Zaire Wade, son of Dwyane Wade, takes lofty pressure to be great in stride

Photo: Jon Lopez

Zaire Wade, son of Dwyane Wade, takes lofty pressure to be great in stride


Zaire Wade, son of Dwyane Wade, takes lofty pressure to be great in stride


HAMPTON, Va. – Zaire Wade fully contends that having an NBA star dad like Dwyane Wade and an actress stepmom like Gabrielle Union, who’s currently sitting on Hollywood’s A-List, attend his Nike EYBL games is the true definition of the gift and the curse.

“Of course I want them there, but it does bring a lot of attention,” Zaire said. “Everybody wants to meet them when they come.
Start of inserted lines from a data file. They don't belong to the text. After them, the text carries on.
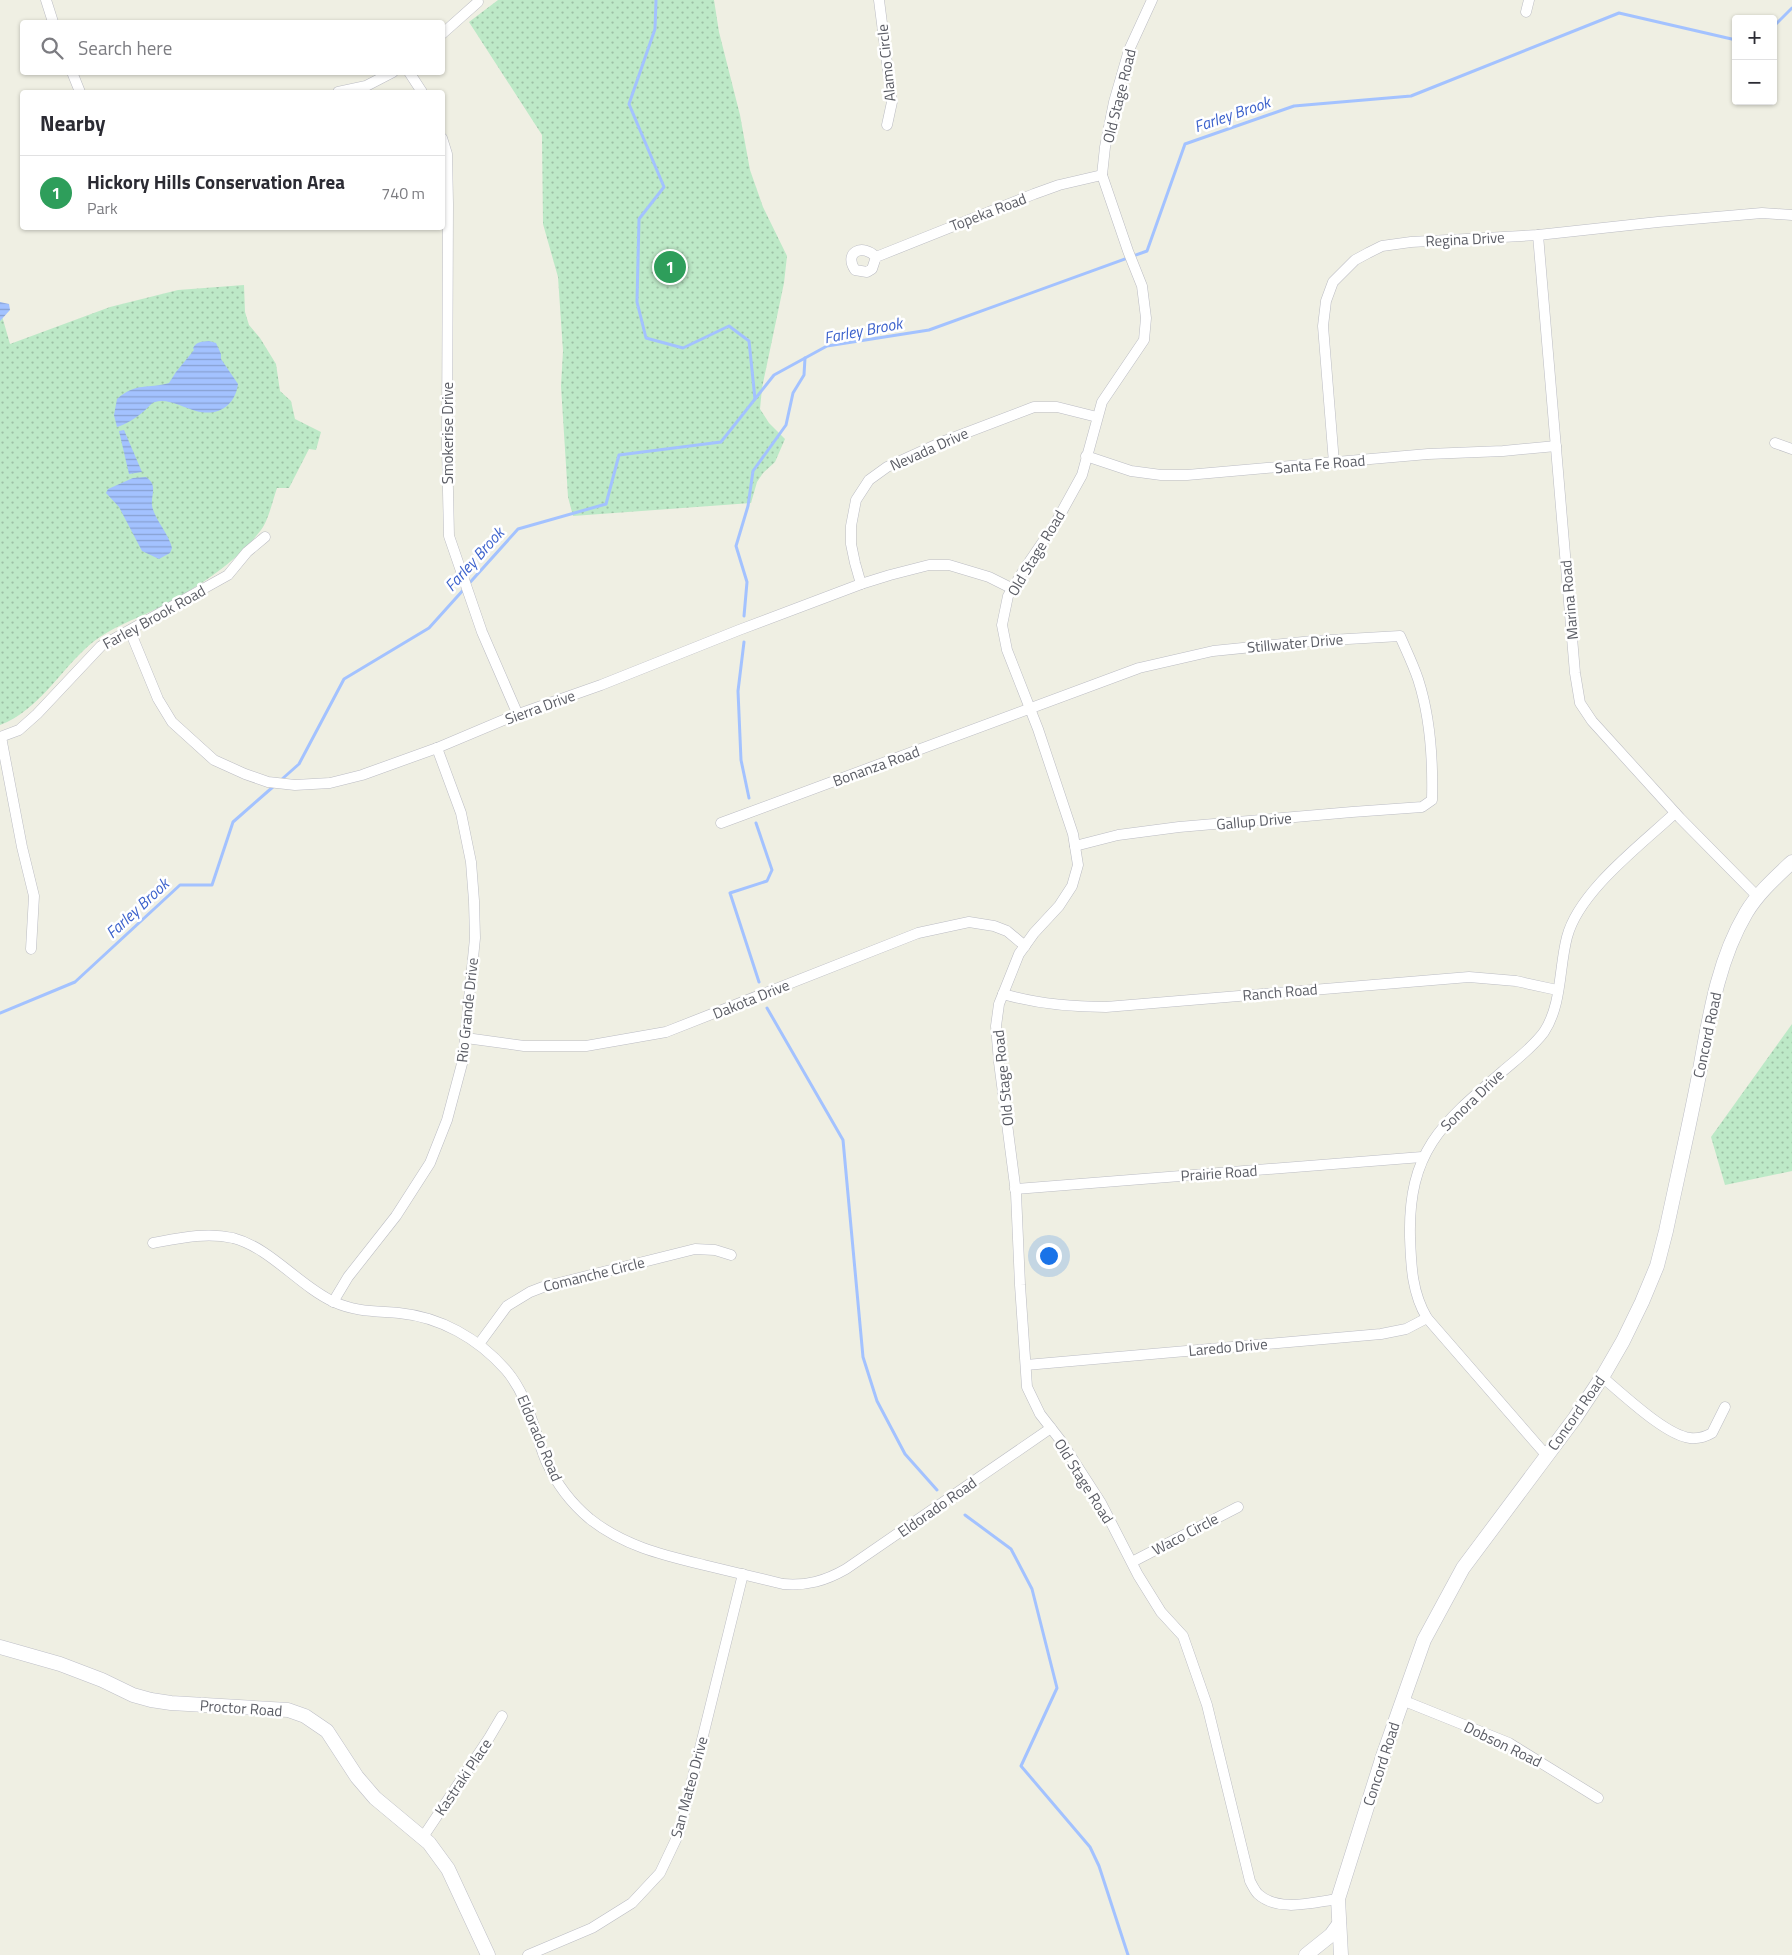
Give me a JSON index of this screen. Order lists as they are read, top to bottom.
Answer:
{
  "streets": {
    "main road": ["Concord Road", "Proctor Road"],
    "street": [
      "Alamo Circle",
      "Old Stage Road",
      "Topeka Road",
      "Regina Drive",
      "Smokerise Drive",
      "Nevada Drive",
      "Santa Fe Road",
      "Marina Road",
      "Farley Brook Road",
      "Stillwater Drive",
      "Sierra Drive",
      "Bonanza Road",
      "Gallup Drive",
      "Ranch Road",
      "Dakota Drive",
      "Rio Grande Drive",
      "Sonora Drive",
      "Prairie Road",
      "Comanche Circle",
      "Laredo Drive",
      "Eldorado Road",
      "Waco Circle",
      "Dobson Road",
      "Kastraki Place",
      "San Mateo Drive"
    ]
  },
  "crossings": [
    ["Old Stage Road", "Topeka Road"],
    ["Old Stage Road", "Nevada Drive"],
    ["Old Stage Road", "Santa Fe Road"],
    ["Old Stage Road", "Stillwater Drive"],
    ["Old Stage Road", "Sierra Drive"],
    ["Old Stage Road", "Bonanza Road"],
    ["Old Stage Road", "Gallup Drive"],
    ["Old Stage Road", "Ranch Road"],
    ["Old Stage Road", "Dakota Drive"],
    ["Old Stage Road", "Concord Road"],
    ["Old Stage Road", "Prairie Road"],
    ["Old Stage Road", "Laredo Drive"],
    ["Old Stage Road", "Eldorado Road"],
    ["Old Stage Road", "Waco Circle"],
    ["Regina Drive", "Santa Fe Road"],
    ["Regina Drive", "Marina Road"],
    ["Smokerise Drive", "Sierra Drive"],
    ["Nevada Drive", "Sierra Drive"],
    ["Santa Fe Road", "Marina Road"],
    ["Marina Road", "Concord Road"],
    ["Marina Road", "Sonora Drive"],
    ["Farley Brook Road", "Sierra Drive"],
    ["Stillwater Drive", "Bonanza Road"],
    ["Stillwater Drive", "Gallup Drive"],
    ["Sierra Drive", "Rio Grande Drive"],
    ["Ranch Road", "Sonora Drive"],
    ["Dakota Drive", "Rio Grande Drive"],
    ["Rio Grande Drive", "Eldorado Road"],
    ["Concord Road", "Sonora Drive"],
    ["Concord Road", "Dobson Road"],
    ["Sonora Drive", "Prairie Road"],
    ["Sonora Drive", "Laredo Drive"],
    ["Comanche Circle", "Eldorado Road"],
    ["Eldorado Road", "San Mateo Drive"],
    ["Proctor Road", "Kastraki Place"]
  ],
  "water": ["Farley Brook"],
  "page": {
    "map_buttons": ["+", "−"],
    "search": "Search here",
    "heading": "Nearby",
    "list": [
      {
        "mark": "1",
        "name": "Hickory Hills Conservation Area",
        "note": "Park",
        "value": "740 m"
      }
    ],
    "pins": "1"
  }
}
That’s more pressure on me.”

Such is the life of a star’s kid.

From Jeff and Marcus Jordan, sons of Michael Jordan, to Shareef O’Neal, son of Shaquille O’Neal, finding the healthy balance to combat the inevitably lofty expectations can be quite the chore.

Zaire Wade has shown promise in his first year on the Nike EYBL. (Photo: Jon Lopez/Nike)

“I always want them there,” Zaire said. “I just had to find out how to block out everything else and play. People think it’s easier on me because of who my dad is, but it’s way harder.”

Given, Zaire certainly benefits from Dwyane’s constant first-hand tutelage, but Zaire, 16, is quick to point out that the tradeoff for his bloodline is the proverbial magnifying glass.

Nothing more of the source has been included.